*Exercise objective*
Return copies of the lines below that mention "rows".

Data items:
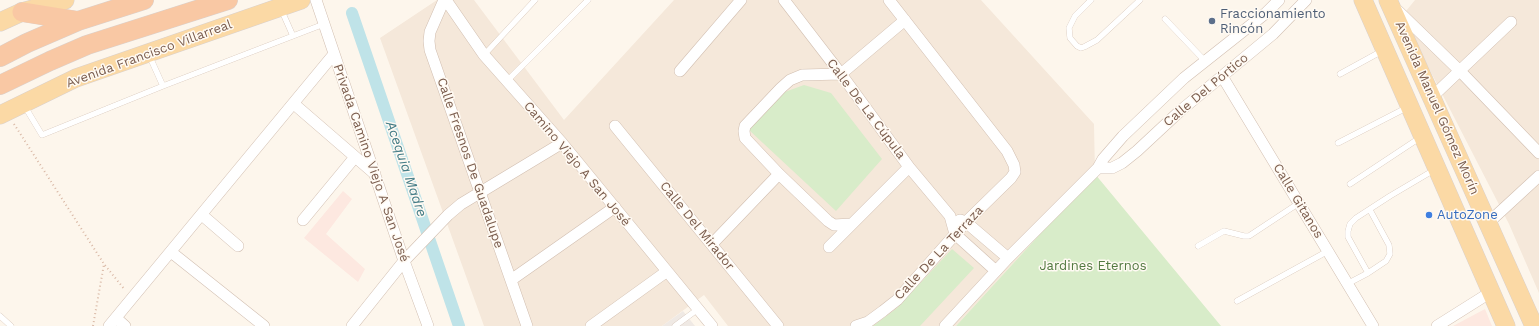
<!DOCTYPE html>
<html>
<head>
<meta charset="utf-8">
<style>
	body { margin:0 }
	canvas { display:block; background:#fdf6ec }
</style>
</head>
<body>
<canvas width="1539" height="326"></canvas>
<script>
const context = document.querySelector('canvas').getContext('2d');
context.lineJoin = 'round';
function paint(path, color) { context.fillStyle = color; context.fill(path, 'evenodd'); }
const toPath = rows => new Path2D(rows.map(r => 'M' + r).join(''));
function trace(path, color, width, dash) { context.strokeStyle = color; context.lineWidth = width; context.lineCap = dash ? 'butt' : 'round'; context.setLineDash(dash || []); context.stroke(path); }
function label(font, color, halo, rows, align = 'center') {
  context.font = font + ' "Work Sans",sans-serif'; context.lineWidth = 3; context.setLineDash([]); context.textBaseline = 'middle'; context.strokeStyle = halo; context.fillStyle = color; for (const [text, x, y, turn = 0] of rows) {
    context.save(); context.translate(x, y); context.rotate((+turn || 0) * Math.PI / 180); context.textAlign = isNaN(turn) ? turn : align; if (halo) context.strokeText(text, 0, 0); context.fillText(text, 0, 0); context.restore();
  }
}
const residential = toPath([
	[437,0,474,0,564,120,674,0,981,0,1094,124,1095,174,956,326,728,326,704,295,662,326,484,326,380,38],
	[1415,0,1539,0,1539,293,1509,224,1402,16]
]);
const commercial = toPath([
	[343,191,352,199,326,234,365,269,358,282,304,238],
	[1485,309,1492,326,1453,326]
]);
const industrial = toPath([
	[683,311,695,326,662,326]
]);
const green = toPath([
	[804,85,831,93,882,159,836,211,749,130,782,93],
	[1095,174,1221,326,956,326],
	[952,249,974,268,920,326,873,326,897,308]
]);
const canal = toPath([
	[352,13,459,326]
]);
const path = toPath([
	[14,124,104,264,125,290],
	[93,326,104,264]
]);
const service = toPath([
	[1091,0,1075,16,1069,28,1070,38,1077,46,1081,48,1084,47,1097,40,1140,0],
	[281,9,293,36],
	[1165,19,1205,61],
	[149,55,163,86],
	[484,55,535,0],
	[1340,74,1382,51],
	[507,81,588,0],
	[24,105,42,135,163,86,324,24],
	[1338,143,1408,107],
	[1350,184,1421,137],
	[1198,246,1224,231,1244,236,1249,236,1299,203],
	[1368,273,1386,261,1390,254,1389,245,1370,210],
	[1347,284,1368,273,1348,237,1348,231,1350,224,1356,218,1390,196,1434,170],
	[1237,301,1328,251],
	[0,316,11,326],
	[675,326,698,309]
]);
const minor = toPath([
	[316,0,404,261,428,326],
	[444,0,430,32,429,41,430,50,527,326],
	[446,0,484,55,562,143,712,326],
	[784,0,841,74,909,167,950,216,955,234,996,271],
	[1397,10,1460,71,1539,153],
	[680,71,741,0],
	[1222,76,1373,326],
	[1432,97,1511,22],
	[294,104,375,174],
	[615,126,778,326],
	[1098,168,1112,168,1122,163,1137,151,1180,111,1273,34,1306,0],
	[202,215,238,246],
	[303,220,355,157],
	[960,220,966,222,974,229,1008,258],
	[1488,223,1539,176],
	[851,224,834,225,828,221,779,174,745,138,744,131,745,126,781,88,790,80,802,75,841,74,905,20],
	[712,244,779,174],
	[829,247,909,167],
	[171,252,264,326],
	[511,280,615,207],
	[116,318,125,326],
	[109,326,334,54],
	[352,326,404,261,448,215,461,204,562,143],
	[591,326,666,272],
	[856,326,868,322,883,311,897,300,966,222,1011,178,1015,172,1014,165,1007,151,889,0],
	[945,326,1008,258,1098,168,1103,159,1123,136,1184,78,1266,13,1279,0],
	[1437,326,1491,292]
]);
const primary = toPath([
	[1363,0,1506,326],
	[1388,0,1534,326],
	[0,22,22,12,65,0],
	[0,115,76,78,301,0]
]);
const trunk = toPath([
	[22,12,78,21],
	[0,57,27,43,78,21,144,0],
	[0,85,50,61,87,45,228,0]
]);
const markers = [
	[1212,21,4,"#5c6f8a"],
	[1429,215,4,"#3f7fe0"]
];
const serviceNames = [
	["Fraccionamiento",1220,14],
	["Rincón",1220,29]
];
const streetNames = [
	["Avenida Francisco Villarreal",149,54,-20],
	["Calle Del Pórtico",1206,90,-40],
	["Avenida Manuel Gómez Morín",1437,108,66],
	["Calle De La Cúpula",866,109,53],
	["Privada Camino Viejo A San José",371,163,71],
	["Calle Fresnos De Guadalupe",470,163,71],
	["Camino Viejo A San José",577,164,50],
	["Calle Gitanos",1298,201,59],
	["Calle Del Mirador",697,226,51],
	["Calle De La Terraza",939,253,-47]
];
const shopNames = [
	["AutoZone",1437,215]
];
const parkNames = [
	["Jardines Eternos",1093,266]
];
const waterNames = [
	["Acequia Madre",406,169,71]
];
paint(residential, '#f5e8da');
paint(commercial, '#fde8e0');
paint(industrial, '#efe9e4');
paint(green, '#d8ecc9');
trace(canal, '#bfe3e8', 12);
trace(service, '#d1beb0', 6);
trace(minor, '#d1beb0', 12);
trace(primary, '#dad1cd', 19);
trace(trunk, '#dad1cd', 20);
trace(path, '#d9b8a5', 2, [1, 3]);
trace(service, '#fff', 5.5);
trace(minor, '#fff', 11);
trace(primary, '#fbd9a5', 18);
trace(trunk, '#f9c8a4', 19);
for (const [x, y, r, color] of markers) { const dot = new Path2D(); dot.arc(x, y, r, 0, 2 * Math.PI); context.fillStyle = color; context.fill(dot); trace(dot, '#fffaf3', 1.5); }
label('13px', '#4e5e75', '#fffaf3', serviceNames, 'left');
label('13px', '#7a5c4d', '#fffaf3', streetNames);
label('13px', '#366cbe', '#fffaf3', shopNames, 'left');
label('13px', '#537a41', '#fffaf3', parkNames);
label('italic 14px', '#437c86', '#fffaf3', waterNames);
</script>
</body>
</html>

*Exercise response*
const toPath = rows => new Path2D(rows.map(r => 'M' + r).join(''));
function label(font, color, halo, rows, align = 'center') {
  context.font = font + ' "Work Sans",sans-serif'; context.lineWidth = 3; context.setLineDash([]); context.textBaseline = 'middle'; context.strokeStyle = halo; context.fillStyle = color; for (const [text, x, y, turn = 0] of rows) {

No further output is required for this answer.